Tempos depois havia conseguido um novo emprego. Tinha uma lábia irresistível, não ficava muito tempo desempregado. O desafio era manter-se no emprego. A dificuldade para seguir rotina por um longo período de tempo; a rebeldia que o fazia bater de frente com figuras de autoridade, aliados ao desejo de viver novas emoções, o transformavam em uma bomba prestes a explodir diante dos primeiros conflitos.
Não tinha sido diferente daquela vez. Mais um mês de aluguel pago, corridas diárias, a rotina de bebida enfraquecida, algumas conquistas sexuais, repetidos confrontos com o superior direto e mais uma demissão. Era inevitável. O sangue subia e ele não conseguia controlar as palavras.

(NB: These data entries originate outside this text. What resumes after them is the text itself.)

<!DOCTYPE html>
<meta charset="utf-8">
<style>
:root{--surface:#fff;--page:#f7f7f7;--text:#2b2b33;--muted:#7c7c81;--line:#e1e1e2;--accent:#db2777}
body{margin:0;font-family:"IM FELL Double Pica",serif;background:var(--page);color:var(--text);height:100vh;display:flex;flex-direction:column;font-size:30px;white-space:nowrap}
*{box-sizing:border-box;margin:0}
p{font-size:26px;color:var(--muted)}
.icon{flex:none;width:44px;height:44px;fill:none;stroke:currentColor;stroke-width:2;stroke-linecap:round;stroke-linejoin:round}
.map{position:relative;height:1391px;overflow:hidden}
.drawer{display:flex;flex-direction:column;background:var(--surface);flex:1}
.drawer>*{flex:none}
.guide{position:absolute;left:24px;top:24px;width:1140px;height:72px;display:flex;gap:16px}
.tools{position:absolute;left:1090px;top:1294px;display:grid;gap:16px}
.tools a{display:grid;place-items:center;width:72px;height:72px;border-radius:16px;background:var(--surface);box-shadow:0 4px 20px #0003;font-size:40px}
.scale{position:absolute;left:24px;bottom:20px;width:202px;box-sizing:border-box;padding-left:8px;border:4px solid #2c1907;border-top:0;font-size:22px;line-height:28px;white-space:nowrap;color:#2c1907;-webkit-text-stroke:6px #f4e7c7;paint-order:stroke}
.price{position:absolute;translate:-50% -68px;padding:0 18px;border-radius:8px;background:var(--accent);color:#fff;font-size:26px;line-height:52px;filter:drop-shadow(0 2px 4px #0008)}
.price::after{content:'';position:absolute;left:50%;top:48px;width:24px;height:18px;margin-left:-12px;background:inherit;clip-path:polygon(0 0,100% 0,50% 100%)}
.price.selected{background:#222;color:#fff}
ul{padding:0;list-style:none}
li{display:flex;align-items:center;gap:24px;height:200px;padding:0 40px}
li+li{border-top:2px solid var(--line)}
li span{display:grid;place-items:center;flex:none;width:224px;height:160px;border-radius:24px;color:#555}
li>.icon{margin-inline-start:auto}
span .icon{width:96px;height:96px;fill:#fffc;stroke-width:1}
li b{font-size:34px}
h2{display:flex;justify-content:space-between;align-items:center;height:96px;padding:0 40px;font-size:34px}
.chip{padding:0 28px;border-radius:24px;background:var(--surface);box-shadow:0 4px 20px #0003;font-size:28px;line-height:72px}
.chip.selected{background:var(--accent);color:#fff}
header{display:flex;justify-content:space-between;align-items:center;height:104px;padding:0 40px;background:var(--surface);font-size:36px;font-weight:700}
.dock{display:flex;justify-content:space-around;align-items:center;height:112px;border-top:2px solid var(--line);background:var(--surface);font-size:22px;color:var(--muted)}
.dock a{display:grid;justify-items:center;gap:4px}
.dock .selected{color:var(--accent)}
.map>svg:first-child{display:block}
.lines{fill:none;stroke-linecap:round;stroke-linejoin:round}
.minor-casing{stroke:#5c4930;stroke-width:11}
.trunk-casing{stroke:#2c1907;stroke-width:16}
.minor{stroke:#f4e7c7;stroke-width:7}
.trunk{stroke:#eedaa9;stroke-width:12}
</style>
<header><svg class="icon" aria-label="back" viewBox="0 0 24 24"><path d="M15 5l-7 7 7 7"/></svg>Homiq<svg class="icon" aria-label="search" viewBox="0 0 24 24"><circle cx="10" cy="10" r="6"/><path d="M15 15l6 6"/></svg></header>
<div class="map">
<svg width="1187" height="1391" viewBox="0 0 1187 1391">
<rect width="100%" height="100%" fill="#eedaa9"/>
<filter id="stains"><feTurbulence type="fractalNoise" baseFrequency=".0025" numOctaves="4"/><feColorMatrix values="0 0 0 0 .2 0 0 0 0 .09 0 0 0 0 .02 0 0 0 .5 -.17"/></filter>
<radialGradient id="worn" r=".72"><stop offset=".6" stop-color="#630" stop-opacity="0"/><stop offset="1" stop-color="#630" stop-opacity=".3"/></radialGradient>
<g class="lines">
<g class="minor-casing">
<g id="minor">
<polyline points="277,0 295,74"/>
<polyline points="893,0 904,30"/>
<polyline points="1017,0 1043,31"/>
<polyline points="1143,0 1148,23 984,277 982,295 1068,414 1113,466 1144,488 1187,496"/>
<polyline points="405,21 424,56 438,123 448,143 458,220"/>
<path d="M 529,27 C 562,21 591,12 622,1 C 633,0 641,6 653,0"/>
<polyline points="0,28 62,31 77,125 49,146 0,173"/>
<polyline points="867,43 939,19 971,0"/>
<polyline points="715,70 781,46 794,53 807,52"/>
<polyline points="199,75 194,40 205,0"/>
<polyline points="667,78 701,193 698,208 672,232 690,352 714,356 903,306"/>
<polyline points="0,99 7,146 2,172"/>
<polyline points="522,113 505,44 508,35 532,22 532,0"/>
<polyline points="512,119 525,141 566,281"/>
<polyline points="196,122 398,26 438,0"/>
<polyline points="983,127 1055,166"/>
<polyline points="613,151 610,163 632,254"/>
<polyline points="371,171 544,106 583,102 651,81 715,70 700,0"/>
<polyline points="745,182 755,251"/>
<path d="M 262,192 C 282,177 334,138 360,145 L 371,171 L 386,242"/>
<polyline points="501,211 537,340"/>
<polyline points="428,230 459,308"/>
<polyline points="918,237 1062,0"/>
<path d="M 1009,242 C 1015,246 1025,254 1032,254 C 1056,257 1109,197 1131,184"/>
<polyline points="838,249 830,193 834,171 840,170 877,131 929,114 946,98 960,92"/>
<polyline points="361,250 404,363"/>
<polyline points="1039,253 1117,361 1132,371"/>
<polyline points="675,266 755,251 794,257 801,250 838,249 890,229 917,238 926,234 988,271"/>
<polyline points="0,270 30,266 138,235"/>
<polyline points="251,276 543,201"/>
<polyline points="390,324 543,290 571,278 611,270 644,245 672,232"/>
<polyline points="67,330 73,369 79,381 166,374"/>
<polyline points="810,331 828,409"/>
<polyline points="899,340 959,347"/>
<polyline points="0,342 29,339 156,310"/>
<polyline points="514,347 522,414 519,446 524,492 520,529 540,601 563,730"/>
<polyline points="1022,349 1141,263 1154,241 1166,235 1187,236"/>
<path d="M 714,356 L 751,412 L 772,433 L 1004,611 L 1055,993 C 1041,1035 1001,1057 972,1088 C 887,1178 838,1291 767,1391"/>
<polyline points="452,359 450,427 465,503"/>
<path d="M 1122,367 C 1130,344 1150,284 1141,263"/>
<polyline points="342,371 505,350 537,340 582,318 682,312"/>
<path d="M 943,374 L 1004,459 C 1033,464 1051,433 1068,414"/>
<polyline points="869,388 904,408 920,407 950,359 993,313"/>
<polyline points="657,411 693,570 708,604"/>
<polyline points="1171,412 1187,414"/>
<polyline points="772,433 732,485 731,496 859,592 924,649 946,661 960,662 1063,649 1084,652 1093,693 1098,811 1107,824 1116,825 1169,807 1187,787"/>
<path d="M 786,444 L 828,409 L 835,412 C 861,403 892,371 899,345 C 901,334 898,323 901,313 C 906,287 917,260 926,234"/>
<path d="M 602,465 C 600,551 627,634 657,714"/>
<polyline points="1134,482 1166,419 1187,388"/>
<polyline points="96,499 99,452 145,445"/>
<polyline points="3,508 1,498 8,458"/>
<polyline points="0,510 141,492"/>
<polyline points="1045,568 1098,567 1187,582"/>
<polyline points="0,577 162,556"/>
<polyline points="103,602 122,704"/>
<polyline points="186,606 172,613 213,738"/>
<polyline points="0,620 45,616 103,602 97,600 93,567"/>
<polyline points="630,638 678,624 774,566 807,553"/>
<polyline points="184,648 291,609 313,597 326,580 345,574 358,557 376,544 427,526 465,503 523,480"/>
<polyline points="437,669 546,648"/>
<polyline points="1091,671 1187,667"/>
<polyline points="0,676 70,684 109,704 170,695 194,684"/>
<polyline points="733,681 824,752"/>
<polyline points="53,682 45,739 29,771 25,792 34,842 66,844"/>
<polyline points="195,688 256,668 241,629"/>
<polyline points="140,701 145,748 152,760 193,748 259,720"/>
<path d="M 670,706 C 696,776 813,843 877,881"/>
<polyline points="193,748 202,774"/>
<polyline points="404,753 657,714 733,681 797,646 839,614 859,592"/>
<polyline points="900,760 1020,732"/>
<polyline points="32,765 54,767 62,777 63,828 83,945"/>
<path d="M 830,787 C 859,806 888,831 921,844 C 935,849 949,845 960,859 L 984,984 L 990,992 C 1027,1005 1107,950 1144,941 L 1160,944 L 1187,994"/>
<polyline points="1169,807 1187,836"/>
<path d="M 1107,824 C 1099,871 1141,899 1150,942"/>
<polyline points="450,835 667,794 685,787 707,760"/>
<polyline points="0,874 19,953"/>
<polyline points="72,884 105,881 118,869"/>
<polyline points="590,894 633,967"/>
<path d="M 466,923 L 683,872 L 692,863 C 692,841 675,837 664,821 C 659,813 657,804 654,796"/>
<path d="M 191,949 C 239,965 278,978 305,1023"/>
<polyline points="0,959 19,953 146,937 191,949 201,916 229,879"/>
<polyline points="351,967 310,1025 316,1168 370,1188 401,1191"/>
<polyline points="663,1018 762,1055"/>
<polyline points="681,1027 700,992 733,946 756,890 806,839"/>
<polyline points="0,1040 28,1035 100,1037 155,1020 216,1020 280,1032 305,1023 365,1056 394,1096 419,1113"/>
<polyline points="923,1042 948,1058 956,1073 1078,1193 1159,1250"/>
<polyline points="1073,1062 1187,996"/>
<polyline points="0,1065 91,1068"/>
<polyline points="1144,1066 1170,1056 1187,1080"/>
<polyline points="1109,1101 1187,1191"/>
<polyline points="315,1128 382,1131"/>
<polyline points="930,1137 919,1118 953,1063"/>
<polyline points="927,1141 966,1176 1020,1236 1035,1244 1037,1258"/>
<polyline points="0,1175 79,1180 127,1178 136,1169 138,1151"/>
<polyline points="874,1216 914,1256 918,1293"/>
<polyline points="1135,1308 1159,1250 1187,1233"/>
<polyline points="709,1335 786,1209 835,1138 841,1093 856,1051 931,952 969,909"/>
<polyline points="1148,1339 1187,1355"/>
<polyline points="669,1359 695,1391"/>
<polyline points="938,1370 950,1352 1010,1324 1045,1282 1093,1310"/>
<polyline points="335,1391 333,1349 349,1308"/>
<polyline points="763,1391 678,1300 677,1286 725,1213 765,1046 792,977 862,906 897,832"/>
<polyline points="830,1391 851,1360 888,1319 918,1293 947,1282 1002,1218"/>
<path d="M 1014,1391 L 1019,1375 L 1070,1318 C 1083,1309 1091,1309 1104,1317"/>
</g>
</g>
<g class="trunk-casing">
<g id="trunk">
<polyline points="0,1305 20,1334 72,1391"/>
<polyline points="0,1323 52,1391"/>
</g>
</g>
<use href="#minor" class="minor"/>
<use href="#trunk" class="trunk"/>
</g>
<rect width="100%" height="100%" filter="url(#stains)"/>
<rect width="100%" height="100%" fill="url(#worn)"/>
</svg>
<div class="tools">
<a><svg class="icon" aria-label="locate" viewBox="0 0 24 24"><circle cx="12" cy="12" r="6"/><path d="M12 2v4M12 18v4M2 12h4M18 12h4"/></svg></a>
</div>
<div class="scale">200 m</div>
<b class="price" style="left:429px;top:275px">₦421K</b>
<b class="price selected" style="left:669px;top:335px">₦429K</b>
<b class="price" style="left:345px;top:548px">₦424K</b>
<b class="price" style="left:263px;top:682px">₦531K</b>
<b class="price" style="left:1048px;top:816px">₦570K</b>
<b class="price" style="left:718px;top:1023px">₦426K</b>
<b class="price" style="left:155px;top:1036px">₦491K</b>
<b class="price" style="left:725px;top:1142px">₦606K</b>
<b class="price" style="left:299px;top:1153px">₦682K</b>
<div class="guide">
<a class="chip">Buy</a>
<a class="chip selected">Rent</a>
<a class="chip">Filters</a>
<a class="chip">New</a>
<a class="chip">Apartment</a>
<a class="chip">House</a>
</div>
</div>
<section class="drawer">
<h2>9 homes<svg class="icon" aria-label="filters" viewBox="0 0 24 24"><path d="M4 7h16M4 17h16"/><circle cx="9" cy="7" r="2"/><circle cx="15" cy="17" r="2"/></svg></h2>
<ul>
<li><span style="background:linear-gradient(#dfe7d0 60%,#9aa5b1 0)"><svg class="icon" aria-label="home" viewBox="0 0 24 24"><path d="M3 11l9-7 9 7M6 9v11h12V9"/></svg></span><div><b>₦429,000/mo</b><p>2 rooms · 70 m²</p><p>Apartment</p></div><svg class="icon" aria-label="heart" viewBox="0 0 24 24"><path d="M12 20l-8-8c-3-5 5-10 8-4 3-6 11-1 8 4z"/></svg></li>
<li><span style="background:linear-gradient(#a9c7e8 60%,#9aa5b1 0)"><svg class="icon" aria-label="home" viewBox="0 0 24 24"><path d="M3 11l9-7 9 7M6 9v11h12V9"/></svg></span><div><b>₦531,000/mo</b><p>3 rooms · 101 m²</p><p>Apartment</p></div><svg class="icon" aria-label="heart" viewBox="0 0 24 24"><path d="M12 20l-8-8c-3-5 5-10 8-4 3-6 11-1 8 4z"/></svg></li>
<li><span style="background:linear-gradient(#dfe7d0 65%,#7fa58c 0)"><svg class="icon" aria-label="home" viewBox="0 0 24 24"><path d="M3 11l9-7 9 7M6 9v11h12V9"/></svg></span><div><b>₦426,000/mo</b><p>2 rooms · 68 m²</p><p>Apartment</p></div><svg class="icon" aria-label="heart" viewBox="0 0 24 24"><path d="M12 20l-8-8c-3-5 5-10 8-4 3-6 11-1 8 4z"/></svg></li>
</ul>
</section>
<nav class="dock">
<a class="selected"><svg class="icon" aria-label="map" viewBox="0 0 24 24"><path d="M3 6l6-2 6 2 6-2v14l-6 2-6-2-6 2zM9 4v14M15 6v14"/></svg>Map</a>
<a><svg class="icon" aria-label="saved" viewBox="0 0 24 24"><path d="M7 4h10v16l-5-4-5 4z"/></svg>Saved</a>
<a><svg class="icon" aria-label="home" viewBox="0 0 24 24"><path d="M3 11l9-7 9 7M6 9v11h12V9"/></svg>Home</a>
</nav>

Novamente o filme repetido da sessão da tarde. Mas dessa vez houve uma variação. Sua fúria e revolta não foi descontada na bebida, mas na corrida. Tinha entendido que correr exorcisava seus demônios mais rapidamente.

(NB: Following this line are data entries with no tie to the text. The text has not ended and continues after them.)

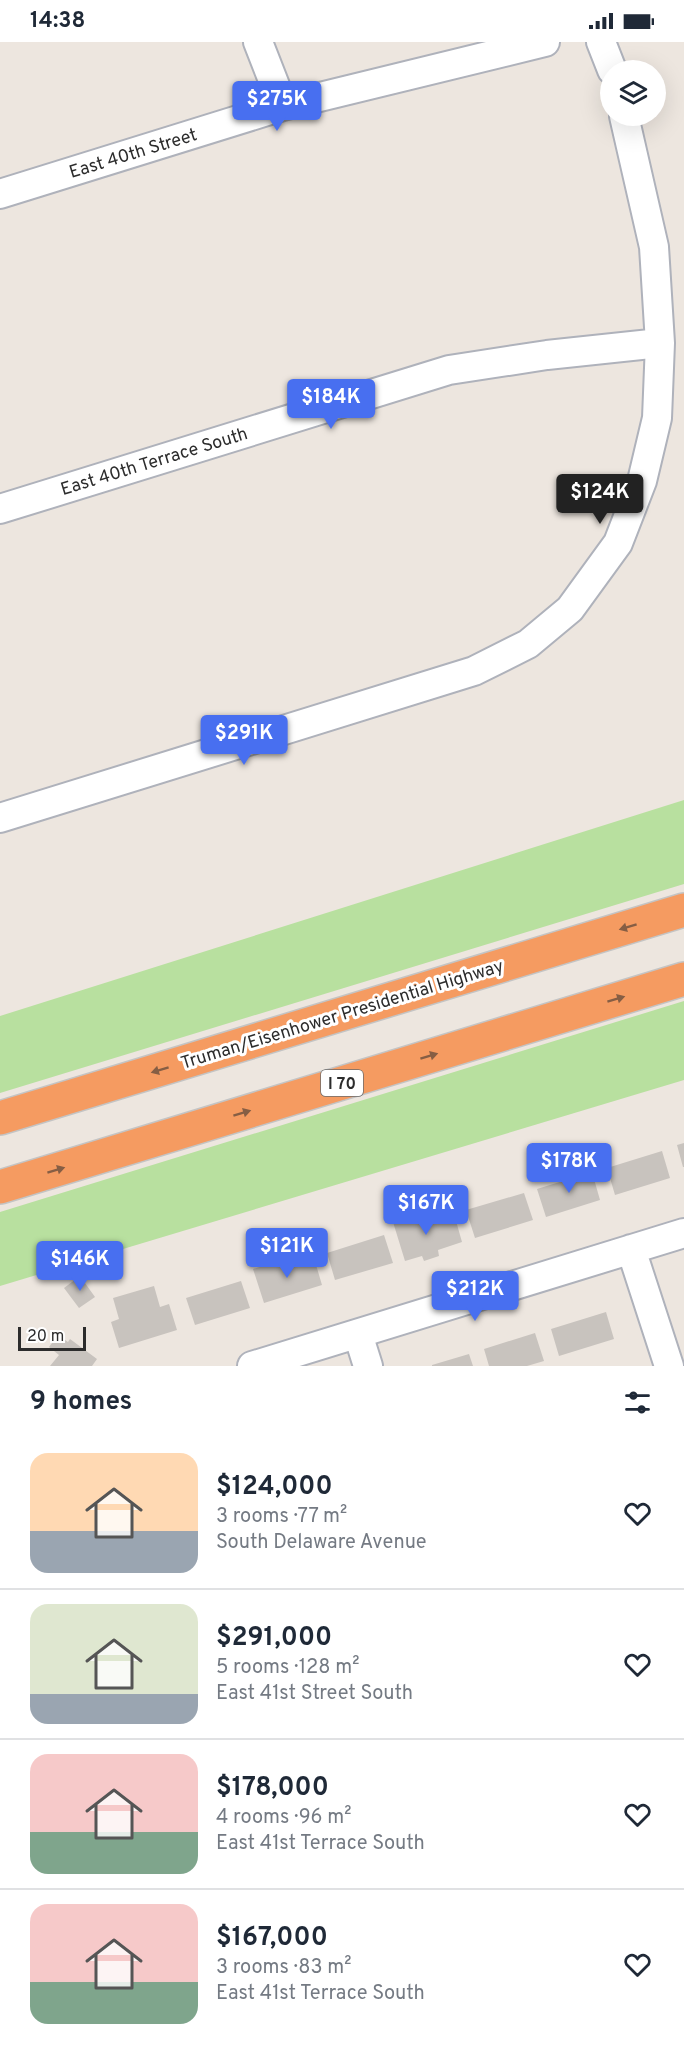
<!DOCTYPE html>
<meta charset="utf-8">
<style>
body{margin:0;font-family:Overpass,sans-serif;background:#f2f2f3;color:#1f2937;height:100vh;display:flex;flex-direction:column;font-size:22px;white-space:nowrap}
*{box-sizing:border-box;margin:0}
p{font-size:20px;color:#747a83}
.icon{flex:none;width:33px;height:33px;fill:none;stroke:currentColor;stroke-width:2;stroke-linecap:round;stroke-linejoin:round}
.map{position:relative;height:1324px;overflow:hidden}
.drawer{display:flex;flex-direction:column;background:#fff;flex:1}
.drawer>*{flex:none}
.tools{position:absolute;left:600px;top:18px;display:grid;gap:12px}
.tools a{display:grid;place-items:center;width:66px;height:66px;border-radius:50%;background:#fff;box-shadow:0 6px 24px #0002;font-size:30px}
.scale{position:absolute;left:18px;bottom:15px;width:68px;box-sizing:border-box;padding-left:6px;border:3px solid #2c2c2c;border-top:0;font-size:16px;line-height:21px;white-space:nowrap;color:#2c2c2c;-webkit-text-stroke:4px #fff;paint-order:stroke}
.price{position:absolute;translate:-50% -51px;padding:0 14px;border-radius:6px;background:#486ff0;color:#fff;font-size:20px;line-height:39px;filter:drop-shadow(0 2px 3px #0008)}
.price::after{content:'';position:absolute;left:50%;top:36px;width:18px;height:14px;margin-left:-9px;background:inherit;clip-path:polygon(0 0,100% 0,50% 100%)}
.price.selected{background:#222;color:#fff}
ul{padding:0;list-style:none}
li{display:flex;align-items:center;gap:18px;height:150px;padding:0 30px}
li+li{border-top:2px solid #e0e1e3}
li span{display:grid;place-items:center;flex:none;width:168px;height:120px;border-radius:18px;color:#555}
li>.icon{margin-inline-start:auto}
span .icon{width:72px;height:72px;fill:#fffc;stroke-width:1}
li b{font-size:26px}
h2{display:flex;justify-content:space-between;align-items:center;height:72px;padding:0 30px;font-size:26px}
.status{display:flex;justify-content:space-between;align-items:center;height:42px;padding:0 30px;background:#fff;direction:ltr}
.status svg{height:16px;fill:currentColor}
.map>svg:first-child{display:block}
.green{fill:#b8e09f}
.building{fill:#c8c3be}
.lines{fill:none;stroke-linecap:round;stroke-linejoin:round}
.minor-casing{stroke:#afb2bb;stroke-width:32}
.highway-casing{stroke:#c4c4c4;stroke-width:36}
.minor{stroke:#fff;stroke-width:28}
.highway{stroke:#f59b61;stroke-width:33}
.oneway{fill:#865e44}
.labels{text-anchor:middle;stroke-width:6;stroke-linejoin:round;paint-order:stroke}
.shield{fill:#fff;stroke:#6b6b6b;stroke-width:1.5}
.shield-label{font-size:16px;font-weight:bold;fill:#2c2c2c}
.street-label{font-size:18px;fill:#2c2c2c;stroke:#fff}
</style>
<div class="status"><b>14:38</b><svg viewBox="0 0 49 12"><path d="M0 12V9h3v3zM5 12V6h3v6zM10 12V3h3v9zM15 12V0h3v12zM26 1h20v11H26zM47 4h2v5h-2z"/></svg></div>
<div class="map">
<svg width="684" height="1324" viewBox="0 0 684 1324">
<rect width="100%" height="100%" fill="#ede6df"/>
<path class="green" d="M684,758V842L0,1051V974Z
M684,959V1038L0,1244V1170Z"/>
<path class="building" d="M684,1101V1125H683L677,1103Z
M662,1109L670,1136L615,1153L607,1126Z
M592,1130L600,1158L546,1175L537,1147Z
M524,1151L533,1178L475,1196L466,1168Z
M416,1172L420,1183L454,1172L462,1200L438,1208L439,1214L424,1219L422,1214L405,1219L393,1180Z
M384,1193L393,1221L335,1238L327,1211Z
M314,1216L322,1243L264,1261L253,1227L279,1219L281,1226Z
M80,1234L95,1255L79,1266L64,1246Z
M241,1239L250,1266L195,1283L186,1256Z
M154,1244L160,1265L169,1262L177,1288L119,1306L111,1280L119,1277L113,1256Z
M606,1270L614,1297L559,1314L551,1287Z
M535,1291L544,1319L527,1324H489L484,1307Z
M58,1293L68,1300L70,1297L97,1317L92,1324H50L59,1313L49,1305Z
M469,1312L473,1324H432V1323Z"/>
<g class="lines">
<g class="minor-casing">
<path id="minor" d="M258,0L283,64
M601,0L612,28
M0,152L283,64L545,0
M0,467L449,328L547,313L660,301
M0,776L474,629L528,602L570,567L618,501L642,439L657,376L660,301L654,205L624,74
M631,1207L669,1324
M358,1292L368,1324
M252,1324L684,1191"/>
</g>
<g class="highway-casing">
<path id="highway" d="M0,1076L684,868
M0,1145L684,937"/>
</g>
<use href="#minor" class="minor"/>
<use href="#highway" class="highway"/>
</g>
<defs><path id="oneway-solid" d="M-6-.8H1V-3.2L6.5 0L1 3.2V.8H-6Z" transform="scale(1.5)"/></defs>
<g class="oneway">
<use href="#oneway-solid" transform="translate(628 885) rotate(163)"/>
<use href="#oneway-solid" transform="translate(616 957) rotate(-17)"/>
<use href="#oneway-solid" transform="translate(429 1014) rotate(-17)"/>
<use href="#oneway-solid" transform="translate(160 1028) rotate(163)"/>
<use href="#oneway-solid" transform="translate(242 1071) rotate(-17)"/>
<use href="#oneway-solid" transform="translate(56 1128) rotate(-17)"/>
</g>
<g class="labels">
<rect class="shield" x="321" y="1028" width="42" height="26" rx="4.5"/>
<g class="shield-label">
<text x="342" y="1047">I 70</text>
</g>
<g class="street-label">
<text transform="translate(133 111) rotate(-17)" y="6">East 40th Street</text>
<text transform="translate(154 419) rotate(-17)" y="6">East 40th Terrace South</text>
<text transform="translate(342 972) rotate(-17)" y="6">Truman/Eisenhower Presidential Highway</text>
</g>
</g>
</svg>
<div class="tools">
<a><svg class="icon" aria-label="layers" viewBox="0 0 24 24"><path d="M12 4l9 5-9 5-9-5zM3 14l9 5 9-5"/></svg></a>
</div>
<div class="scale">20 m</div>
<b class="price" style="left:277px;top:90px">$275K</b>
<b class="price" style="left:331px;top:388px">$184K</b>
<b class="price selected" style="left:600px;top:483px">$124K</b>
<b class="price" style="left:244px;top:724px">$291K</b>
<b class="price" style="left:569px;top:1152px">$178K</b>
<b class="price" style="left:426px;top:1194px">$167K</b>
<b class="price" style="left:287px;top:1237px">$121K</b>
<b class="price" style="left:80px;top:1250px">$146K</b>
<b class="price" style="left:475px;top:1280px">$212K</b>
</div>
<section class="drawer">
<h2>9 homes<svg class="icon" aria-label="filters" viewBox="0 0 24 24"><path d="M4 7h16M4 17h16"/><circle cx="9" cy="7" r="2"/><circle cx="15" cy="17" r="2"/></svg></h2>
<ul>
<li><span style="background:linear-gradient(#ffd9b3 65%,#9aa5b1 0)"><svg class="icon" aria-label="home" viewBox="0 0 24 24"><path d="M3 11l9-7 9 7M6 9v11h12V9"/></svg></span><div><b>$124,000</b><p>3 rooms · 77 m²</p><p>South Delaware Avenue</p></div><svg class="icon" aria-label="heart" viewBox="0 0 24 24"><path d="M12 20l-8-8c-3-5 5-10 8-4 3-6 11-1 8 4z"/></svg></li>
<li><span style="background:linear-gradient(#dfe7d0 75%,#9aa5b1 0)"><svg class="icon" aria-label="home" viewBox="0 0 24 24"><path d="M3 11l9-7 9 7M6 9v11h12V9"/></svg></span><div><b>$291,000</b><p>5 rooms · 128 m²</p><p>East 41st Street South</p></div><svg class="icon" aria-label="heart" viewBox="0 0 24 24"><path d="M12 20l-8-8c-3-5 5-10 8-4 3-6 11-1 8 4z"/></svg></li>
<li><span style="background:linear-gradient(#f6c9c9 65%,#7fa58c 0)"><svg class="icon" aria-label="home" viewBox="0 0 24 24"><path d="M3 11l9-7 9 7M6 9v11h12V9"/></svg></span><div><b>$178,000</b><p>4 rooms · 96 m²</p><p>East 41st Terrace South</p></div><svg class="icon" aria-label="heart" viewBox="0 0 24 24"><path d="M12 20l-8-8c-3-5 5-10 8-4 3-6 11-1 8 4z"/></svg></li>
<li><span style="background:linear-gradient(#f6c9c9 65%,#7fa58c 0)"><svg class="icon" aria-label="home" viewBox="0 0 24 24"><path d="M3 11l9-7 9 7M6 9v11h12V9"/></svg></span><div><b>$167,000</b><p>3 rooms · 83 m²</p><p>East 41st Terrace South</p></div><svg class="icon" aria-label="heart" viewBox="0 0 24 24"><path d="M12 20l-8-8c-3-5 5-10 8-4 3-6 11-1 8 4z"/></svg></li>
</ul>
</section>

Começou a participar de corridas profissionais. Com organização, trajeto, roupas específicas, torcida no percurso e medalhas. Caramba, era incrível como o reconhecimento por superar seus limites e ir além das próprias expectativas podia ser tão gratificante! Mas tinha algo que o motivava ainda mais. Os aplausos! Ah, os aplausos eram divinos! As pessoas gritando palavras de incentivo pelo trajeto, os olhares de aprovação, e as palmas ao final da corrida, eram quase um orgasmo para aquele homem obcecado por troféus.
A prática esportiva tornou-se tão presente em sua vida quanto o ar em seus pulmões. Corria sempre, quase todos os dias e sentia falta quando por algum motivo não podia seguir essa rotina.
A bebida foi relegada a um segundo plano. As conquistas femininas... bem, essas não deixaram de se fazer presentes, mas agora já não contava tantas vantagens mentirosas para impressionar as mulheres. Não precisava dizer que era advogado, juiz, médico ou qualquer outra posição social que impressionasse as garotas. Em vez disso exibia suas medalhas, sua força de vontade, a superação das próprias barreiras. Algo em seu interior havia mudado. Sentia-se como se tivesse deixado de ser uma farsa, como se fosse real, finalmente. E a cadeira, aquela onde invariavelmente sentava-se para limitar-se a sua insignificância... bem, essa estava ficando empoeirada, pois quem descobriu essência não se conforma mais com aparência.